### Directions
Lines from the line with "Localize all text" to the line with "Localize all labels, symbols" in the entries below, and only those, must be output exactly, with both ends included.

::: The data

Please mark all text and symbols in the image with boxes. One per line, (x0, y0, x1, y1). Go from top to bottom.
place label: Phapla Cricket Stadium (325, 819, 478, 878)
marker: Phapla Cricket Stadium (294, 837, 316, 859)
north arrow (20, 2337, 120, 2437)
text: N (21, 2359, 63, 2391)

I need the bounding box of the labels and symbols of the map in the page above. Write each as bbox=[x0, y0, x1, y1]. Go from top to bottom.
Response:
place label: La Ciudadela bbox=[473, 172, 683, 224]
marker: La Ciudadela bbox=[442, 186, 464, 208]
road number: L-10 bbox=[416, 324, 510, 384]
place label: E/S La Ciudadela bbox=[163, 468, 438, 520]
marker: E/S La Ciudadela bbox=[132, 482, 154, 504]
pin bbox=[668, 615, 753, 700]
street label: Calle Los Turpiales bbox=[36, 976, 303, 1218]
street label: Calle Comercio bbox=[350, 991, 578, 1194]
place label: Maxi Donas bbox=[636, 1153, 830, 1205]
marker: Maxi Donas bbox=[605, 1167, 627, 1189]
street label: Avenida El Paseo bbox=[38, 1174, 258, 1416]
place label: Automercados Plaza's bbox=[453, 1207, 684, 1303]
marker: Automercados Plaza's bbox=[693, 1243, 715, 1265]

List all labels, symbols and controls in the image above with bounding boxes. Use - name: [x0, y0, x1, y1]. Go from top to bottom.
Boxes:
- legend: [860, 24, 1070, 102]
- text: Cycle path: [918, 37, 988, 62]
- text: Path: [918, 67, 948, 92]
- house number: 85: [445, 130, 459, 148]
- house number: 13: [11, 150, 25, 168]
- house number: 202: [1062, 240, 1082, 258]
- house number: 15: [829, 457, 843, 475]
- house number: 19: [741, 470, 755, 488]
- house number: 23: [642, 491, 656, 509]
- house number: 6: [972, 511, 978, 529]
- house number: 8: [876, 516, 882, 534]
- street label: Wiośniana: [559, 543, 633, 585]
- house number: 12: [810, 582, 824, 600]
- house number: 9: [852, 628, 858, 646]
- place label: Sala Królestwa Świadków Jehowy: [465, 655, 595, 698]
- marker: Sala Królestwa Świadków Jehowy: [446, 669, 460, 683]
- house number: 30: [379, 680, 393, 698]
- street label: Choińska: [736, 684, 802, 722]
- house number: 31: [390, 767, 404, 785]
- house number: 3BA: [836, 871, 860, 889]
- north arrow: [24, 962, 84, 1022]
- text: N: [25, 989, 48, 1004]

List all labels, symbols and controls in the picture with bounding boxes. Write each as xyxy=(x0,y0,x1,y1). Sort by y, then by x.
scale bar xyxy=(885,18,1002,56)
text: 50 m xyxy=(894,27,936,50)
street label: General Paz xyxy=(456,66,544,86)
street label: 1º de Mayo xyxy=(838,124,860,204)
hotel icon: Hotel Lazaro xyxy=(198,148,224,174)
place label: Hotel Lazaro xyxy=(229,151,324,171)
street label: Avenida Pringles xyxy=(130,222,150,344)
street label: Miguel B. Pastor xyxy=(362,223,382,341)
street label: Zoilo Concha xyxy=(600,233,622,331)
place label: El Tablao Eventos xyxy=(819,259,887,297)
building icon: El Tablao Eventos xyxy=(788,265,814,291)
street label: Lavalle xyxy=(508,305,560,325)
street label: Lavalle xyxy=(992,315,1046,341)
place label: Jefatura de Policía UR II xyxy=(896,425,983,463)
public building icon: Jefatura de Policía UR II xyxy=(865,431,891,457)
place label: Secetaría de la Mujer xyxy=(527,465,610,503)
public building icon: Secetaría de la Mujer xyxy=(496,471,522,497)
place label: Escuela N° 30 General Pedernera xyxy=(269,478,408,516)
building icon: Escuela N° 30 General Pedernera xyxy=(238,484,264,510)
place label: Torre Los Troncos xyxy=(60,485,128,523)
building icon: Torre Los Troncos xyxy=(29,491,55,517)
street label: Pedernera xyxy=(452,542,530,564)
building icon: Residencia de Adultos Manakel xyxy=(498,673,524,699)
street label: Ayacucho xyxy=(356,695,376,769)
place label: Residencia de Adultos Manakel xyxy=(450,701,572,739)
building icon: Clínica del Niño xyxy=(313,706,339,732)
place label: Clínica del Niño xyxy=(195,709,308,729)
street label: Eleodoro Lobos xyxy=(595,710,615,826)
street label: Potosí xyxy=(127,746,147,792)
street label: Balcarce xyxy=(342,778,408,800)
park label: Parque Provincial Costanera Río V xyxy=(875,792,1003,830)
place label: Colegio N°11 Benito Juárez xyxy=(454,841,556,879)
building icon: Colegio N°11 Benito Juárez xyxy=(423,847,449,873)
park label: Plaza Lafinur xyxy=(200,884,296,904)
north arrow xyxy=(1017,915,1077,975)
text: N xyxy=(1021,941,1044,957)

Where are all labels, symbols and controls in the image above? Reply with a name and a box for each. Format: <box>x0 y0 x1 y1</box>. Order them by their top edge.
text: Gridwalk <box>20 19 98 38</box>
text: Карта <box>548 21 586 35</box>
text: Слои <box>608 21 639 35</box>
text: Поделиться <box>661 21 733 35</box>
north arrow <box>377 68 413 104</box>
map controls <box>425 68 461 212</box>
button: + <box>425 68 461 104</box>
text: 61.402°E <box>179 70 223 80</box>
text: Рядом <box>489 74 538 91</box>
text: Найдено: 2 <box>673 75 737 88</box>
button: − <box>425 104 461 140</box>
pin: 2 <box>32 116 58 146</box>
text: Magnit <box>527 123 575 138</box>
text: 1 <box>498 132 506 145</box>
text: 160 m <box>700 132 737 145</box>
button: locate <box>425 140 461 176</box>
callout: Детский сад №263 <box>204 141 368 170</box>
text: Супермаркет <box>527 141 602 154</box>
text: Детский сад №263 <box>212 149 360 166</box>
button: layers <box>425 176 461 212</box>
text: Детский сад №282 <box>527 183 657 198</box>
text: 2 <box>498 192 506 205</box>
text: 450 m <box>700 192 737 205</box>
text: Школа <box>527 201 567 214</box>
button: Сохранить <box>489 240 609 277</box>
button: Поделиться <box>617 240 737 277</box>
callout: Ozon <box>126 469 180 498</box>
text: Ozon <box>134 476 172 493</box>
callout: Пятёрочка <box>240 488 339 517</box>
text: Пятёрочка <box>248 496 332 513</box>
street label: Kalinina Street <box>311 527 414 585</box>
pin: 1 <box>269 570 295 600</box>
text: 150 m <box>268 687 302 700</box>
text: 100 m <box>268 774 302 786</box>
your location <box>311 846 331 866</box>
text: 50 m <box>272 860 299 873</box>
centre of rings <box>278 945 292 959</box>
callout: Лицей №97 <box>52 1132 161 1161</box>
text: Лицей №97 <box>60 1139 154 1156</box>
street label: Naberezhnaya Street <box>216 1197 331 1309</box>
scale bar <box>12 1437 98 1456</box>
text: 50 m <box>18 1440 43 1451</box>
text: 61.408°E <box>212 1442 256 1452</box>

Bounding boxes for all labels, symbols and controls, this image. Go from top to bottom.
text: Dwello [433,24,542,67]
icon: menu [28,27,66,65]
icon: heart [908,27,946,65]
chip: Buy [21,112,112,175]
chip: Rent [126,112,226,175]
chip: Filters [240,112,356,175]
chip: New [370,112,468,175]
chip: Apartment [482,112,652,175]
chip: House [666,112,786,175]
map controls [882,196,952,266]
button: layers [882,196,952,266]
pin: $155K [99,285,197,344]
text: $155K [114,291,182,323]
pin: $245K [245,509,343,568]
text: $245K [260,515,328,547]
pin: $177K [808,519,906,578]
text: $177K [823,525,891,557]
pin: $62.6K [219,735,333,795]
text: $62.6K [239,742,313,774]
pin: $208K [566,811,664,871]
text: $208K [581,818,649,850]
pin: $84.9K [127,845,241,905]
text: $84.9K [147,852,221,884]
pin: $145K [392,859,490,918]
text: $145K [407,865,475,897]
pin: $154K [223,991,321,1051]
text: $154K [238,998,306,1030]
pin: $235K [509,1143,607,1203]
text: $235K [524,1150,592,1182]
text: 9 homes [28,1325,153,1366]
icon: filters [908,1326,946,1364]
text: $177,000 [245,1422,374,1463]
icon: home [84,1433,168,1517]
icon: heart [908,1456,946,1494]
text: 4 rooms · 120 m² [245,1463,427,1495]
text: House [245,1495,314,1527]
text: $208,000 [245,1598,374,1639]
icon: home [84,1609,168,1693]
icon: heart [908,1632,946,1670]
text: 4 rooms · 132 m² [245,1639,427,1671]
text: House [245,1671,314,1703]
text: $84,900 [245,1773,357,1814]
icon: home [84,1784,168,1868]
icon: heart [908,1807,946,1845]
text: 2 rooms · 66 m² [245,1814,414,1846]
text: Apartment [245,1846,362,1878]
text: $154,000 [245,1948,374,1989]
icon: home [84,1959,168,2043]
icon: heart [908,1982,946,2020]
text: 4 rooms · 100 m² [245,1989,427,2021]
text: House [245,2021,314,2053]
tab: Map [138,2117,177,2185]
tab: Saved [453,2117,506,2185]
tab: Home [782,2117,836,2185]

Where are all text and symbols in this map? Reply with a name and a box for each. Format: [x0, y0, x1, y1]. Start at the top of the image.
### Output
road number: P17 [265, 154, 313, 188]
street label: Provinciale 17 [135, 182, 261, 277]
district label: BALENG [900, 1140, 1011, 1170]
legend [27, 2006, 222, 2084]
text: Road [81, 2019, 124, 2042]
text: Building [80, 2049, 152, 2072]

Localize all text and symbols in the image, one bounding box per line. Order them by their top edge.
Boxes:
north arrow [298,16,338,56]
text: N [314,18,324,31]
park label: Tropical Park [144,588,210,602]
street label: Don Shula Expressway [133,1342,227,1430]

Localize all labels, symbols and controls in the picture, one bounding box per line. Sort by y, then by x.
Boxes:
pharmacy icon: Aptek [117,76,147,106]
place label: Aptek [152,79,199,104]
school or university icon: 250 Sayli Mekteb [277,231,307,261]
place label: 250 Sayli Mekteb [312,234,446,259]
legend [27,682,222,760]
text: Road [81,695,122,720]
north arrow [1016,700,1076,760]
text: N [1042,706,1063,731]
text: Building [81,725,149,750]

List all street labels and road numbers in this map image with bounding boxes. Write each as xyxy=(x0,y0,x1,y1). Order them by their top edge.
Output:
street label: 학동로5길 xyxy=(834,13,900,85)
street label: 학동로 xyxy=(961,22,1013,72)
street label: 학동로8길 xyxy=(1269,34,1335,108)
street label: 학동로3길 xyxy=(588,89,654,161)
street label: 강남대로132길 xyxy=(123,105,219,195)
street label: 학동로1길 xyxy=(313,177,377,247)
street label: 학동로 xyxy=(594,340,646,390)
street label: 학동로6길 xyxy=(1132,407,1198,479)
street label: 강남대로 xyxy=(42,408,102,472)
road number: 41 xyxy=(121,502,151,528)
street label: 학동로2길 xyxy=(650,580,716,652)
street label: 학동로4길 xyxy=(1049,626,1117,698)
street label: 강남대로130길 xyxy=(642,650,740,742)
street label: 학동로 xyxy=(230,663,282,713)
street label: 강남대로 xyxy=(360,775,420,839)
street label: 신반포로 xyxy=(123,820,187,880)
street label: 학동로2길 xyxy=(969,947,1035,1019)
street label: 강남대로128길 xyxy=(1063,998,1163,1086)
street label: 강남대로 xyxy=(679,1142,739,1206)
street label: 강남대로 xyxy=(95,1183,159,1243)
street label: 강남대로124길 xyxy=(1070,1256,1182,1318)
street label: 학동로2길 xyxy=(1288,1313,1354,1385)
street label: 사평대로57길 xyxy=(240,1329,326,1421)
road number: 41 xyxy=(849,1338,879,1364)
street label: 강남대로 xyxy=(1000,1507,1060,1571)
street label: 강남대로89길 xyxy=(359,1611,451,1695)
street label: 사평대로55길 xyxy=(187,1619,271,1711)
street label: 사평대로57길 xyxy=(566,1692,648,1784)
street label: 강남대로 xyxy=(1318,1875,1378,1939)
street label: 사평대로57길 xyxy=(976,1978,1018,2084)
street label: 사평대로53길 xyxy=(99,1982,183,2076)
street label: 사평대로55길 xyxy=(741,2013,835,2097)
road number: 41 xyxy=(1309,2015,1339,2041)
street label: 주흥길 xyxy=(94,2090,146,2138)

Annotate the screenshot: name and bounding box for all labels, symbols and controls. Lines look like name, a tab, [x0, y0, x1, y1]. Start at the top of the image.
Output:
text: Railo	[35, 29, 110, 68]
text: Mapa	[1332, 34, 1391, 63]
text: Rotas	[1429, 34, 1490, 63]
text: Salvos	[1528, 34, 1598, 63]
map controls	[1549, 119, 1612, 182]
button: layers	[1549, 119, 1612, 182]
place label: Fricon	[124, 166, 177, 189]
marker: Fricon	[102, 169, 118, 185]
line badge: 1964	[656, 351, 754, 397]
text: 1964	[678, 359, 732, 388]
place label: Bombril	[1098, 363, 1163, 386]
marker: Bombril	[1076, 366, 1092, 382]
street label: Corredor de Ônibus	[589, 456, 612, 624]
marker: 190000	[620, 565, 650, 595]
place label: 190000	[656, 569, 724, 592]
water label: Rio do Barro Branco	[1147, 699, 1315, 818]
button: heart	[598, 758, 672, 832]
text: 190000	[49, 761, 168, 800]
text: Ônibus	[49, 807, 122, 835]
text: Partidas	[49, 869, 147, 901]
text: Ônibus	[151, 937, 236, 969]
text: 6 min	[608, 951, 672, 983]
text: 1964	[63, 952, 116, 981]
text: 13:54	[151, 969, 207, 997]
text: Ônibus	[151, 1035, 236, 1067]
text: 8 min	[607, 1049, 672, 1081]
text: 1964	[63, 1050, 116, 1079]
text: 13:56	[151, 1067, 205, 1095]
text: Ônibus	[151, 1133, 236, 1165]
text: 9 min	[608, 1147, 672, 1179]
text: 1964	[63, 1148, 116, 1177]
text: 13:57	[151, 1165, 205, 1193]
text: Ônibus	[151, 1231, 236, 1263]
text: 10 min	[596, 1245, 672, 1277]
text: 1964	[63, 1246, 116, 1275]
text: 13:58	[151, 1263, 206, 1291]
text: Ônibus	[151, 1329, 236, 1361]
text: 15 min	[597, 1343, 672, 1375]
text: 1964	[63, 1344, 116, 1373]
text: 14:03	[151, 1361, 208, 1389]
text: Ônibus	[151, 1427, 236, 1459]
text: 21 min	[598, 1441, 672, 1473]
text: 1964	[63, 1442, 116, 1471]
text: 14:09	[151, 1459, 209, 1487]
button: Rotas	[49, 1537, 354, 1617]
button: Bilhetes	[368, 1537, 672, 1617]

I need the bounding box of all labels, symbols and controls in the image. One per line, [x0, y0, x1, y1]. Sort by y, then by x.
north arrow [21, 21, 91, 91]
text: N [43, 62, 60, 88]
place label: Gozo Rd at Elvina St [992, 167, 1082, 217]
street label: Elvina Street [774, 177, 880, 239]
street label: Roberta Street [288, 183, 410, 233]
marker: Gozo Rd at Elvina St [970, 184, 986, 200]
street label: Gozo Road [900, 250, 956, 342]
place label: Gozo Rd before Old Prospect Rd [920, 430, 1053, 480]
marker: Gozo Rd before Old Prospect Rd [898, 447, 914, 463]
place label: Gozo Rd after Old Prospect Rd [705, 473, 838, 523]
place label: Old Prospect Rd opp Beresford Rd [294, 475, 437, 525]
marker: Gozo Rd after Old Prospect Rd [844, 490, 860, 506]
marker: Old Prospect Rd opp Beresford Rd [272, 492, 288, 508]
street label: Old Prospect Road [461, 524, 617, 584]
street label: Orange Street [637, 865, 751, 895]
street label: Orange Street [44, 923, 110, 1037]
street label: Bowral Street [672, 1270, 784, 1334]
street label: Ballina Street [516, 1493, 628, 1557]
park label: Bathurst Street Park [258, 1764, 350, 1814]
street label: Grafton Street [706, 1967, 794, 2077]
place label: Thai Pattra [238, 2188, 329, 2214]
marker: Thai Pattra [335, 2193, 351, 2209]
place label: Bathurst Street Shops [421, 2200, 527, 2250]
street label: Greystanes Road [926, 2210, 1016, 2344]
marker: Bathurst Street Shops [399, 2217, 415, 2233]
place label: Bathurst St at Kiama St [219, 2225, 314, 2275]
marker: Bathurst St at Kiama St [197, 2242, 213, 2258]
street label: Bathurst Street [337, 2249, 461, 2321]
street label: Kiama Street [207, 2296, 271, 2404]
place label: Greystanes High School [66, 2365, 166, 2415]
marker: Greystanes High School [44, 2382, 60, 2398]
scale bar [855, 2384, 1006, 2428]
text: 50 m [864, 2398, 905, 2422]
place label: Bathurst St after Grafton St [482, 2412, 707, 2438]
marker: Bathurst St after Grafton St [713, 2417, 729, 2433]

::::::

### Answer below
Localize all text and symbols in the image, one bounding box per line. Order them by their top edge.
Boxes:
north arrow [298,16,338,56]
text: N [314,18,324,31]
park label: Tropical Park [144,588,210,602]
street label: Don Shula Expressway [133,1342,227,1430]

Localize all labels, symbols and controls in the picture, one bounding box per line. Sort by y, then by x.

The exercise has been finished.